The boy glanced down at his uniform, the bright blue pants, shined black shoes, and scarlet jacket bright with twin rows of brass buttons. "I suppose it is," he said. "But I don't usually run this elevator. I'm from the hotel next door. I'm just doing this while the regular guy takes his coffee break."

Jerry hesitated, then stepped toward the waiting elevator with its pale gray walls. And stopped again. His hand went to his forehead, bewilderedly. "There's something—" he said.

Then Carol was beside him, slipping her arm through his. "Come on, Jerry," she said urgently. "We'll be late for our date."

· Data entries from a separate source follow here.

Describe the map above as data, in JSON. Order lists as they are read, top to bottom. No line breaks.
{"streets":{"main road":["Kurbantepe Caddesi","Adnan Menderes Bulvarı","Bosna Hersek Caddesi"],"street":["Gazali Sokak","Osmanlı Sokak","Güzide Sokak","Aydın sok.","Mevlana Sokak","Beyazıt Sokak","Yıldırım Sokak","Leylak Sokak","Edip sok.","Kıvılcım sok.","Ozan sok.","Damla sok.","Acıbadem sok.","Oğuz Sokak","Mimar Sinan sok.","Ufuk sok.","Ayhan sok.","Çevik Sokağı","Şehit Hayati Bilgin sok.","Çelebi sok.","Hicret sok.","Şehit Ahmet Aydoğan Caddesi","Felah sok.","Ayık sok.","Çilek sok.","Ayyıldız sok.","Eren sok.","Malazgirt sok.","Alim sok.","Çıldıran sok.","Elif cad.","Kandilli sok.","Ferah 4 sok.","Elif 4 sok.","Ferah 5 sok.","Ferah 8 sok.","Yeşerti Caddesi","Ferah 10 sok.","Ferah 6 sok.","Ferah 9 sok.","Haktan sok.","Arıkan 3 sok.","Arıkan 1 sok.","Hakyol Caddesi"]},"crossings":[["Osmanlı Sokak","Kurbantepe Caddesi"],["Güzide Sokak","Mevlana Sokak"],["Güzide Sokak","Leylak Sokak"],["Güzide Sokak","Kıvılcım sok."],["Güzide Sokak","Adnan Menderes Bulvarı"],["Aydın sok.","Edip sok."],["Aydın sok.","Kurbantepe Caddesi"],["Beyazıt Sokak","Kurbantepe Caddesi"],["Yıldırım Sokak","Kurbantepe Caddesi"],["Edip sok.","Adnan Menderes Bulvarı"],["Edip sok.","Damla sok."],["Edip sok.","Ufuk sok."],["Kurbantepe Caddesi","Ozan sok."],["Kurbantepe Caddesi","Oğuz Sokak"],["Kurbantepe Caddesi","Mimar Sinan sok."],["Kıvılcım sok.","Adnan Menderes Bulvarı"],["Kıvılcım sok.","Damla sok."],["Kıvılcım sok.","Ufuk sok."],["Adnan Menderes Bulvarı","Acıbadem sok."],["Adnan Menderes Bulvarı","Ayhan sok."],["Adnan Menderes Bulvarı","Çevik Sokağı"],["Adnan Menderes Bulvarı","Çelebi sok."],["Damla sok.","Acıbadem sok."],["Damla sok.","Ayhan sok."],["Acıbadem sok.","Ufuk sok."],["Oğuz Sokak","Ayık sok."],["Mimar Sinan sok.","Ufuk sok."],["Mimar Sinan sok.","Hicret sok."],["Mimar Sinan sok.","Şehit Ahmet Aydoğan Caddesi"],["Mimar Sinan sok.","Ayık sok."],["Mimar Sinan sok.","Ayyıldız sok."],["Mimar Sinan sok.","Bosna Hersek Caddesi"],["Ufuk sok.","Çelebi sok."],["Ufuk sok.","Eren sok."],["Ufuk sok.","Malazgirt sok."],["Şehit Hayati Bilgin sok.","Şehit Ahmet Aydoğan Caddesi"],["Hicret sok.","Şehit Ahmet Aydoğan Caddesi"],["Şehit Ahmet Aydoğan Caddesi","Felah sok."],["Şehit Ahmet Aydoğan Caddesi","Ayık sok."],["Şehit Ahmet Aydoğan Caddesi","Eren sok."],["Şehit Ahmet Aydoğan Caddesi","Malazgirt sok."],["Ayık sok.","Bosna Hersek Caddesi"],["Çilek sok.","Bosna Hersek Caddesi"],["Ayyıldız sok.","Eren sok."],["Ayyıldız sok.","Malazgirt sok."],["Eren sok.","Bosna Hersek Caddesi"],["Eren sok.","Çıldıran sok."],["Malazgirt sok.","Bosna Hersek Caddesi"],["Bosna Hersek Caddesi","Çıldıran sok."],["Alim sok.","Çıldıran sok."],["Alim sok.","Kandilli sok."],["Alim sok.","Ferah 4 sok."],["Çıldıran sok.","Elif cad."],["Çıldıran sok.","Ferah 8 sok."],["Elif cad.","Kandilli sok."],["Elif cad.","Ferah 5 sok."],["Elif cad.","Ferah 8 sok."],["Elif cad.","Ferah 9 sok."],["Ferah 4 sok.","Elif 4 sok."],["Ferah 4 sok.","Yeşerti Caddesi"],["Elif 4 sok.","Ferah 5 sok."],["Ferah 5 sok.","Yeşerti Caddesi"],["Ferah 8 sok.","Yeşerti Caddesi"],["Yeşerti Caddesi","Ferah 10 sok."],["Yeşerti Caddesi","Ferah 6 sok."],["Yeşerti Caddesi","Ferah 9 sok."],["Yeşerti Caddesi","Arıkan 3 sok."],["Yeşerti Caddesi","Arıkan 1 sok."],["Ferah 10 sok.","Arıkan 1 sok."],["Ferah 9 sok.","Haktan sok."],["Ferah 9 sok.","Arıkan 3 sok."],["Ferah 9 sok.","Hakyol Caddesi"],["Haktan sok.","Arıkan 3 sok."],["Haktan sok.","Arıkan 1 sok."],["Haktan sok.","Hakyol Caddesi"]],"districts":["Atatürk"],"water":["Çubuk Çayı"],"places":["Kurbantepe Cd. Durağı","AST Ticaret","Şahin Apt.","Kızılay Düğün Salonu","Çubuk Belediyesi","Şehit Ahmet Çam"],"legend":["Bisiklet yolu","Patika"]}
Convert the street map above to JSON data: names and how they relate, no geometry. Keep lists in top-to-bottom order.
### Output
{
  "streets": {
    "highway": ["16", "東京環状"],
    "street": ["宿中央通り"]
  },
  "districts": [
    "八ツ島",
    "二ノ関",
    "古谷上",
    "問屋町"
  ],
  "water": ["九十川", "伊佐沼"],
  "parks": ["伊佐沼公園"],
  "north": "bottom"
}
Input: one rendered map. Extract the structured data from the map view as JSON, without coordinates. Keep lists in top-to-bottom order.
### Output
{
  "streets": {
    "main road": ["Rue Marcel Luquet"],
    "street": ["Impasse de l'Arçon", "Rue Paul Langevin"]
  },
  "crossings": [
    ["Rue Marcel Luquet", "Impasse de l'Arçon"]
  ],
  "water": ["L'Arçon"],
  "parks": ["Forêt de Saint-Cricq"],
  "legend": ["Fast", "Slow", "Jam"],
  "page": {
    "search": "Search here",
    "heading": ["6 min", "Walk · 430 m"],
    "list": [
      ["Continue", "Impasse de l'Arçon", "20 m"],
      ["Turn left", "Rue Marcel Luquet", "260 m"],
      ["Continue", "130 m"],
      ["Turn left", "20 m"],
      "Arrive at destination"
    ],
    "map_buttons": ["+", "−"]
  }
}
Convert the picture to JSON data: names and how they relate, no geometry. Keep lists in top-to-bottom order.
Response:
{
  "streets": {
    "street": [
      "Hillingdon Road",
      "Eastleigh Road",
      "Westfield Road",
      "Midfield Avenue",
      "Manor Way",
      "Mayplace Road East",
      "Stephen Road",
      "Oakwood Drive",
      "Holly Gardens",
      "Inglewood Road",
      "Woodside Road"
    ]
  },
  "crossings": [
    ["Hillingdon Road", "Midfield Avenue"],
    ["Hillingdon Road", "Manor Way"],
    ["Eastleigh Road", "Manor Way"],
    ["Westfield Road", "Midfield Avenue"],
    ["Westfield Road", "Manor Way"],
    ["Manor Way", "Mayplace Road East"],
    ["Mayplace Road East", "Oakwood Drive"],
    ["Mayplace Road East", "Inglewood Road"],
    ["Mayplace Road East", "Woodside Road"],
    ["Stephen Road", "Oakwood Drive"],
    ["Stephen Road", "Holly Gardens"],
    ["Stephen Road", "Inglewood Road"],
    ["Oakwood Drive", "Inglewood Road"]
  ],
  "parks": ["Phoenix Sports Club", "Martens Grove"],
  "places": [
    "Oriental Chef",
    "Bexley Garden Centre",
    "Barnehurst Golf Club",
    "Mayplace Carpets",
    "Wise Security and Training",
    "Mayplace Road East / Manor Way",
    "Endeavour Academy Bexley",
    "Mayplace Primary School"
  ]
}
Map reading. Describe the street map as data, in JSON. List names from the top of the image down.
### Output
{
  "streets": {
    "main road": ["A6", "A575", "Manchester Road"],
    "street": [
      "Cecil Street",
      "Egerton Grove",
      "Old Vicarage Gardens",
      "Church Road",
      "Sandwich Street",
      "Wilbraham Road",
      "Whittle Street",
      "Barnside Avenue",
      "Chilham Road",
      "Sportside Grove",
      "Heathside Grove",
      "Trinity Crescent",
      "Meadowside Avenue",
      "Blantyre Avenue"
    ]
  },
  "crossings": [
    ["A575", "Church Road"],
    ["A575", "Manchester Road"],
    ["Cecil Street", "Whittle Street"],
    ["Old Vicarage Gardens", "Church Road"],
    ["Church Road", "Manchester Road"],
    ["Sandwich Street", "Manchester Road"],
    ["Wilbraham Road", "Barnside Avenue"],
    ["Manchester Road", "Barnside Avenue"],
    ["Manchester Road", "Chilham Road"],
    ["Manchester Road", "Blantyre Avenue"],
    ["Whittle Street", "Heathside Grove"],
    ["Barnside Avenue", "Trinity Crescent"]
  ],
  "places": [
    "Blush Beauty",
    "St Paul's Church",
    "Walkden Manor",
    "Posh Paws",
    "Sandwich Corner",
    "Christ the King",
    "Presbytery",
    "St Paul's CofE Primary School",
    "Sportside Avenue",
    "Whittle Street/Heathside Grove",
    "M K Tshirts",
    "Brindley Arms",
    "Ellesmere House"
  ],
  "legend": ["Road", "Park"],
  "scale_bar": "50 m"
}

Jerry looked at her, then at the hotel corridor behind her, then again at the waiting elevator.

"I have the oddest feeling something's wrong," he said. "I—I don't remember coming over here for you."

"You didn't," she said promptly. "I came for you, Jerry. This is your hotel, remember? Doctor Burgess said you'd had a bad shock, but I didn't know how bad till now."

"Shock?" said Jerry. "What shock? What was bothering me?"

Carol smiled tightly. "Nothing. Nothing at all. Come on, Jerry, darling." Again she drew him toward the elevator.

"If I could only remember," he said, uneasily, on the brink of that open cube of bright grayness. Then his eyes focused upon the brass buttons fronting the boy's jacket, and at his own shadow as it passed across those glowing hemispheres. As the shadow crossed a button, the color would die, and the button would be dull crystal, and then glow bright and brassy again when the shadow had passed.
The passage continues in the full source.